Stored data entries
>>>>
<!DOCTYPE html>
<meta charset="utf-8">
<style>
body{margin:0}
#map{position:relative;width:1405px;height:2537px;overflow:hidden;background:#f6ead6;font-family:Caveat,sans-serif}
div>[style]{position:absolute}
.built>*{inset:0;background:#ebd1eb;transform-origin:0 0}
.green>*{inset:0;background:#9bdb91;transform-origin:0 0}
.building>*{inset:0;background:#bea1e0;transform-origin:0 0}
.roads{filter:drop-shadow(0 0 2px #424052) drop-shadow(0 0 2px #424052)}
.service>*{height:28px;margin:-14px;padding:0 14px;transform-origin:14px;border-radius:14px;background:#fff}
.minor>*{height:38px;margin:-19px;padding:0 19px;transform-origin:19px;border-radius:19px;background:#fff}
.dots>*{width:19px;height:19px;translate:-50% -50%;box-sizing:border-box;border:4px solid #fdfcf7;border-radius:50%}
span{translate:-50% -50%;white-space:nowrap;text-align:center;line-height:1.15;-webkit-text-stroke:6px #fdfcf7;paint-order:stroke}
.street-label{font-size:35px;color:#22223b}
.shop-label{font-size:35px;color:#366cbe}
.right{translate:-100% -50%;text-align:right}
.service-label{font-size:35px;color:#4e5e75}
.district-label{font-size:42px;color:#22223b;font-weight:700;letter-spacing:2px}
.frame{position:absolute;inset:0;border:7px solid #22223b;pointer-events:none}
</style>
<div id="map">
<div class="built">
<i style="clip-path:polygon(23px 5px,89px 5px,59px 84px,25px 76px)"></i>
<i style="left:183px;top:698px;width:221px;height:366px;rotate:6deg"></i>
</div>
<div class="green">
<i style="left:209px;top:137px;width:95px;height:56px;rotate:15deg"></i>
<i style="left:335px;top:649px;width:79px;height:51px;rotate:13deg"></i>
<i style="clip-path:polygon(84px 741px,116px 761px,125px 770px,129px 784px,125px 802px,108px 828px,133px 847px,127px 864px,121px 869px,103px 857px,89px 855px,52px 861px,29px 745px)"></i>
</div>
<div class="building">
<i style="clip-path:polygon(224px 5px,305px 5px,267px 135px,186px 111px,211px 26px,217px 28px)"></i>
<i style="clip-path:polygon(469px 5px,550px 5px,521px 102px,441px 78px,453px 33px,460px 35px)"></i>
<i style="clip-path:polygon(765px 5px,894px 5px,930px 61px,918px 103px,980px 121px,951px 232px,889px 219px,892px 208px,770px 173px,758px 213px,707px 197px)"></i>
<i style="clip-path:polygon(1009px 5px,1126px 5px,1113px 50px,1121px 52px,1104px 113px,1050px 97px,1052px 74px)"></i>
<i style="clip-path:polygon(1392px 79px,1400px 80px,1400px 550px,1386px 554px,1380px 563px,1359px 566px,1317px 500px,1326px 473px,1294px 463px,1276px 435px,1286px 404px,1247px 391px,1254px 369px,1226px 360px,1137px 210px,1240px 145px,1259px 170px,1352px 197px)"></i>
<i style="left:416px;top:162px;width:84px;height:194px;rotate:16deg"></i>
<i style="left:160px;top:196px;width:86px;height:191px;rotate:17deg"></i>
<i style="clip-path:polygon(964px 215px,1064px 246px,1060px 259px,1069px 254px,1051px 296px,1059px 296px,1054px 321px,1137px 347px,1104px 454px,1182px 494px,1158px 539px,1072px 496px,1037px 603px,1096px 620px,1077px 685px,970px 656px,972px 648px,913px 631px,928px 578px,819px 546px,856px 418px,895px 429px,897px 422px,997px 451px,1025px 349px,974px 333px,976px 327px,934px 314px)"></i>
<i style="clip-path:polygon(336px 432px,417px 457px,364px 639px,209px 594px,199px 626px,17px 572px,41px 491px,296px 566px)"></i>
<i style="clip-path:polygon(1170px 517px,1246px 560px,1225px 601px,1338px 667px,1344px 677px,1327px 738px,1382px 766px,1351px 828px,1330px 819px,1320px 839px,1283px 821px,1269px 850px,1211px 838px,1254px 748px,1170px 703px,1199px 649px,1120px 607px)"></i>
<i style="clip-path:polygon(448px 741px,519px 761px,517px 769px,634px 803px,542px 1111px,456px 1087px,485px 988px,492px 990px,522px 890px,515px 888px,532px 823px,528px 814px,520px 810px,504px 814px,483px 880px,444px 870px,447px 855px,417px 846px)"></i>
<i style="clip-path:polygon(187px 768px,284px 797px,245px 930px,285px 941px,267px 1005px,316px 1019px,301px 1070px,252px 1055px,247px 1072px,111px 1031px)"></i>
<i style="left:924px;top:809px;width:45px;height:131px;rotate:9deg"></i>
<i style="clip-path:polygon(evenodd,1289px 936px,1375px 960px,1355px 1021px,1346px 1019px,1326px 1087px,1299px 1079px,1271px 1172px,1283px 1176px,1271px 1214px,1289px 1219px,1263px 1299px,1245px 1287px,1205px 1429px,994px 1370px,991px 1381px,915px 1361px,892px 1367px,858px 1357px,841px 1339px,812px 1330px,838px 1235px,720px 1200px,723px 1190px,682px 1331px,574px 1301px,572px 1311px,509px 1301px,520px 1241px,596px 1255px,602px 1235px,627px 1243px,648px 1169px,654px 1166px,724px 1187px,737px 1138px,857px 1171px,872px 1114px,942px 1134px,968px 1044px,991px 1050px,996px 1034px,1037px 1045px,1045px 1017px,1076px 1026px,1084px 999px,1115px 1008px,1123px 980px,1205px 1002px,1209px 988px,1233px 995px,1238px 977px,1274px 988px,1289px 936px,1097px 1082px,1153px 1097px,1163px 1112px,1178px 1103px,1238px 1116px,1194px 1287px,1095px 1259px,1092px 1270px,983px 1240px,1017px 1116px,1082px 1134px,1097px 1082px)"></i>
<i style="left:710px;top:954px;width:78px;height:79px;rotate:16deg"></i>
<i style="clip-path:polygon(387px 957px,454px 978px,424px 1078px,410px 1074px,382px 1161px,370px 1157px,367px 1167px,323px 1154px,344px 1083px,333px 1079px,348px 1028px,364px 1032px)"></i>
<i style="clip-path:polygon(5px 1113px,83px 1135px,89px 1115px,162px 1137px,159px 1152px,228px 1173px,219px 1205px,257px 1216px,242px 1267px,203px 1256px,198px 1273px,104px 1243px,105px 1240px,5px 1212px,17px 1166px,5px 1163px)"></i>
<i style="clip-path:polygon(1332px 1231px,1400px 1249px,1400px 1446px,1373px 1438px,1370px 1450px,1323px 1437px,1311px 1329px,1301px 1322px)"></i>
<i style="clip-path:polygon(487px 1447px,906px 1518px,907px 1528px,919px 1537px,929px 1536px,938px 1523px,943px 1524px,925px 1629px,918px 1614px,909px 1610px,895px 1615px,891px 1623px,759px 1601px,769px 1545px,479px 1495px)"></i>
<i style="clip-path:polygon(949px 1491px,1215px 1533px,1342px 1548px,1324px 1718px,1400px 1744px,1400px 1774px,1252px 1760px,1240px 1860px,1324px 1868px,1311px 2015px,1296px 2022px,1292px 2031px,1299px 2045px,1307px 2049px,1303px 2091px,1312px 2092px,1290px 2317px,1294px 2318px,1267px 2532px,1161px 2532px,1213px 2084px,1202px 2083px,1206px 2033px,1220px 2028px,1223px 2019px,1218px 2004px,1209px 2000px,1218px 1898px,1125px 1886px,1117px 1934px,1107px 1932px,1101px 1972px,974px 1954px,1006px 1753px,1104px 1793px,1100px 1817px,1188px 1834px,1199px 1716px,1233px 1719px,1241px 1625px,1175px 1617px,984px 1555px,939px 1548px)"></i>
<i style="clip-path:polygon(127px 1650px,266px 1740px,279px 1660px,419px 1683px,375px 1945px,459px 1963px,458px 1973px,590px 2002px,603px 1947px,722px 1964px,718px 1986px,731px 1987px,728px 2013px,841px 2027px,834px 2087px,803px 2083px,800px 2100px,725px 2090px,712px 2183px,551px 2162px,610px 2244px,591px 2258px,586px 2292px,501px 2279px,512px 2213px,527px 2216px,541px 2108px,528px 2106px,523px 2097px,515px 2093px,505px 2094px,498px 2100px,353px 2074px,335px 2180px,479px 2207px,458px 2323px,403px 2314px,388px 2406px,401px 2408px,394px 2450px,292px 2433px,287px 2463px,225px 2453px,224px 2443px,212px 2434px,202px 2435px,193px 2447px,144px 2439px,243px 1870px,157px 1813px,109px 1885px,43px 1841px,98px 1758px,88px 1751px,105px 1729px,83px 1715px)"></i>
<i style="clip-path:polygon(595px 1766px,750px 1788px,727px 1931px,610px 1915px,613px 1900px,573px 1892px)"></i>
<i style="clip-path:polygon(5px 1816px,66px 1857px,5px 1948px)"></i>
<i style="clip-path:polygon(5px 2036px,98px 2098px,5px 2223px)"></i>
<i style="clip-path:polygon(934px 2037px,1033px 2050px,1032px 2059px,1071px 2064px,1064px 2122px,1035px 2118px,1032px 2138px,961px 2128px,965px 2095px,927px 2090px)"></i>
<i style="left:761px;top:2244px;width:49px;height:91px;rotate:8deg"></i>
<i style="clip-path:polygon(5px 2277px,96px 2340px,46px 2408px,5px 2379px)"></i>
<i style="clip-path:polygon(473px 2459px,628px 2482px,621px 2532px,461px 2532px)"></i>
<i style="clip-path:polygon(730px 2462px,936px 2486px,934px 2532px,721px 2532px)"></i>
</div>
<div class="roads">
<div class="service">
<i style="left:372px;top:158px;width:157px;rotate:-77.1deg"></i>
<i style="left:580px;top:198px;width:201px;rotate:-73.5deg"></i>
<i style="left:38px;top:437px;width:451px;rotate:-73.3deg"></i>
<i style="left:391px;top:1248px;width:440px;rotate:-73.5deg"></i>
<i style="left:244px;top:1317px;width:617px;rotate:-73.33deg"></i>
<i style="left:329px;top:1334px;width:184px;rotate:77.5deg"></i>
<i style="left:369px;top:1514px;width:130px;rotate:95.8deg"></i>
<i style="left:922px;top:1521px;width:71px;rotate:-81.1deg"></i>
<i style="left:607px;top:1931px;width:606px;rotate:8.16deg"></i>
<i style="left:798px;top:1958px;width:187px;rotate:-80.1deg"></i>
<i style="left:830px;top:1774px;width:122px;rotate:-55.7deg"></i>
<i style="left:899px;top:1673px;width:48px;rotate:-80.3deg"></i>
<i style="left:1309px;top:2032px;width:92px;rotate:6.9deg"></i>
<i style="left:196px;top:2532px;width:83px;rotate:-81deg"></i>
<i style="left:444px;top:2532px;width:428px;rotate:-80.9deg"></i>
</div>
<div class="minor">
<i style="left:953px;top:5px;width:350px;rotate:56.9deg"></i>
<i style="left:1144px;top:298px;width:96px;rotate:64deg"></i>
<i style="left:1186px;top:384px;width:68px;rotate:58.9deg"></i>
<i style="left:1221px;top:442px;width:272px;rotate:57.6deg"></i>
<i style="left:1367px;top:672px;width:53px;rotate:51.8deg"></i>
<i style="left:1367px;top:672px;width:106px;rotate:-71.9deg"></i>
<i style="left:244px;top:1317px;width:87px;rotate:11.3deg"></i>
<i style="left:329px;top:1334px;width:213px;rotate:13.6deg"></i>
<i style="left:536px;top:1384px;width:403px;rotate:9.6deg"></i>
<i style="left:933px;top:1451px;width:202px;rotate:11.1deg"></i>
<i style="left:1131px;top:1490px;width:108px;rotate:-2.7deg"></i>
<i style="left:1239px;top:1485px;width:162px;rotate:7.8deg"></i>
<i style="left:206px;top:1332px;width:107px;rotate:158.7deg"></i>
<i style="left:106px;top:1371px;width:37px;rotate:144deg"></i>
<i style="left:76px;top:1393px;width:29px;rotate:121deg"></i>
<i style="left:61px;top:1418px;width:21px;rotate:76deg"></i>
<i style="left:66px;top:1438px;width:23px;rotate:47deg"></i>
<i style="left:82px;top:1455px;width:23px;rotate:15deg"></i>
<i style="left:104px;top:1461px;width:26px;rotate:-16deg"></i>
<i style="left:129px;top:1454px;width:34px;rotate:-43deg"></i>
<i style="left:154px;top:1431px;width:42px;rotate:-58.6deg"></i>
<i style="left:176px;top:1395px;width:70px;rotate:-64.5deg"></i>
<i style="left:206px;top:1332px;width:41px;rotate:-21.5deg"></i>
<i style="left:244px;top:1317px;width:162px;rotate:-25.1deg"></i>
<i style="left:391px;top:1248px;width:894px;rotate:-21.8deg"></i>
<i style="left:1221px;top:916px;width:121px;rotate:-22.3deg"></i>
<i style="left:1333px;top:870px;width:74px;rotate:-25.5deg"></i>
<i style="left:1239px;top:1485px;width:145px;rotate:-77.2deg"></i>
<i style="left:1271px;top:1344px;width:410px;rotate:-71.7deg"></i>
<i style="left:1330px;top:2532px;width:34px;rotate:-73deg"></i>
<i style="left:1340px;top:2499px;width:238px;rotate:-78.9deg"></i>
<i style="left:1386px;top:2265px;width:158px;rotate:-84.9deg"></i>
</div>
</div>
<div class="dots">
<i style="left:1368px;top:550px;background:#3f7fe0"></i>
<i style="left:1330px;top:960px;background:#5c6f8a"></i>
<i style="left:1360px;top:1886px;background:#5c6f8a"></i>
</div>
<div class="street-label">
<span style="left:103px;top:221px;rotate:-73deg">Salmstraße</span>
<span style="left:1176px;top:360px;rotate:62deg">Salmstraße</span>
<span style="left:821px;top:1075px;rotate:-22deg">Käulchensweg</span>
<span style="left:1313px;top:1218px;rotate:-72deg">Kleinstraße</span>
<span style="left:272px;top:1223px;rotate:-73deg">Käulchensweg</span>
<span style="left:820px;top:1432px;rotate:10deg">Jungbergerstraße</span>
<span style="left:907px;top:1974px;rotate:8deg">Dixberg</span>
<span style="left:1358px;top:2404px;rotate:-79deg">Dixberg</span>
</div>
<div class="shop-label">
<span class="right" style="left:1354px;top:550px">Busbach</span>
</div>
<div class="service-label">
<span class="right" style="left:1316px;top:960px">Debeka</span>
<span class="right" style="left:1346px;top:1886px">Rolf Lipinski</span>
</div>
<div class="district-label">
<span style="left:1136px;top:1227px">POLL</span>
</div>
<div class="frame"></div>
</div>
<<<<
> Exercise instructions
All that is needed is the opening run of the data, given again exactly: please include every line from the first through the line with "2px #424052) drop-shadow(0", both ends kept.

> Response below
<!DOCTYPE html>
<meta charset="utf-8">
<style>
body{margin:0}
#map{position:relative;width:1405px;height:2537px;overflow:hidden;background:#f6ead6;font-family:Caveat,sans-serif}
div>[style]{position:absolute}
.built>*{inset:0;background:#ebd1eb;transform-origin:0 0}
.green>*{inset:0;background:#9bdb91;transform-origin:0 0}
.building>*{inset:0;background:#bea1e0;transform-origin:0 0}
.roads{filter:drop-shadow(0 0 2px #424052) drop-shadow(0 0 2px #424052)}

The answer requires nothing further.